Give the records again in full, exactly as written.

Stored data entries:
* * * *
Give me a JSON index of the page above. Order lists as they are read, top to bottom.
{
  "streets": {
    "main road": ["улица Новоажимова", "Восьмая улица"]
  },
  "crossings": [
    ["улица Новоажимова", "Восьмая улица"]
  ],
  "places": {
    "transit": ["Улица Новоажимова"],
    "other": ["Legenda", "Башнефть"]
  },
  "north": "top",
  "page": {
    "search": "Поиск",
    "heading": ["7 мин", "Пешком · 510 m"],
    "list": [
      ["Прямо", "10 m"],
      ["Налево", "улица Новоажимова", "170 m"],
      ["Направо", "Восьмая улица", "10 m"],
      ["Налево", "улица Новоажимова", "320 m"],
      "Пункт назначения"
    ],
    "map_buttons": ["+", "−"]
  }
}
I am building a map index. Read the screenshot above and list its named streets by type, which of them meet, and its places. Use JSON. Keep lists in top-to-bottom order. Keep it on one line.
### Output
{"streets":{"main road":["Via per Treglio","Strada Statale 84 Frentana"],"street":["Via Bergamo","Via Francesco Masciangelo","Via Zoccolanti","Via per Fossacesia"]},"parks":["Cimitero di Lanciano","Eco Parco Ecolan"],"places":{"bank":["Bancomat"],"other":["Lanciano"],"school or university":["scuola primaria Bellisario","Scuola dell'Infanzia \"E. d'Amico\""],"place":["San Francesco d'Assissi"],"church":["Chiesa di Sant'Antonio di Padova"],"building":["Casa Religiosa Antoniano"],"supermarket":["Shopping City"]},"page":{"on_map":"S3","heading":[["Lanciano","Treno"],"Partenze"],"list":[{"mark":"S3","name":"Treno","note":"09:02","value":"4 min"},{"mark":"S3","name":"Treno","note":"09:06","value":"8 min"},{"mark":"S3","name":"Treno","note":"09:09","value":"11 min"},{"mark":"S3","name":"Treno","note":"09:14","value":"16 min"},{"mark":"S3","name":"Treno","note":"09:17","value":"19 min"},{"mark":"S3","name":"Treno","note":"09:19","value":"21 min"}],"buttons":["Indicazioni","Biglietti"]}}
* * * *
_Task solution_
Give me a JSON index of the page above. Order lists as they are read, top to bottom.
{
  "streets": {
    "main road": ["улица Новоажимова", "Восьмая улица"]
  },
  "crossings": [
    ["улица Новоажимова", "Восьмая улица"]
  ],
  "places": {
    "transit": ["Улица Новоажимова"],
    "other": ["Legenda", "Башнефть"]
  },
  "north": "top",
  "page": {
    "search": "Поиск",
    "heading": ["7 мин", "Пешком · 510 m"],
    "list": [
      ["Прямо", "10 m"],
      ["Налево", "улица Новоажимова", "170 m"],
      ["Направо", "Восьмая улица", "10 m"],
      ["Налево", "улица Новоажимова", "320 m"],
      "Пункт назначения"
    ],
    "map_buttons": ["+", "−"]
  }
}
I am building a map index. Read the screenshot above and list its named streets by type, which of them meet, and its places. Use JSON. Keep lists in top-to-bottom order. Keep it on one line.
### Output
{"streets":{"main road":["Via per Treglio","Strada Statale 84 Frentana"],"street":["Via Bergamo","Via Francesco Masciangelo","Via Zoccolanti","Via per Fossacesia"]},"parks":["Cimitero di Lanciano","Eco Parco Ecolan"],"places":{"bank":["Bancomat"],"other":["Lanciano"],"school or university":["scuola primaria Bellisario","Scuola dell'Infanzia \"E. d'Amico\""],"place":["San Francesco d'Assissi"],"church":["Chiesa di Sant'Antonio di Padova"],"building":["Casa Religiosa Antoniano"],"supermarket":["Shopping City"]},"page":{"on_map":"S3","heading":[["Lanciano","Treno"],"Partenze"],"list":[{"mark":"S3","name":"Treno","note":"09:02","value":"4 min"},{"mark":"S3","name":"Treno","note":"09:06","value":"8 min"},{"mark":"S3","name":"Treno","note":"09:09","value":"11 min"},{"mark":"S3","name":"Treno","note":"09:14","value":"16 min"},{"mark":"S3","name":"Treno","note":"09:17","value":"19 min"},{"mark":"S3","name":"Treno","note":"09:19","value":"21 min"}],"buttons":["Indicazioni","Biglietti"]}}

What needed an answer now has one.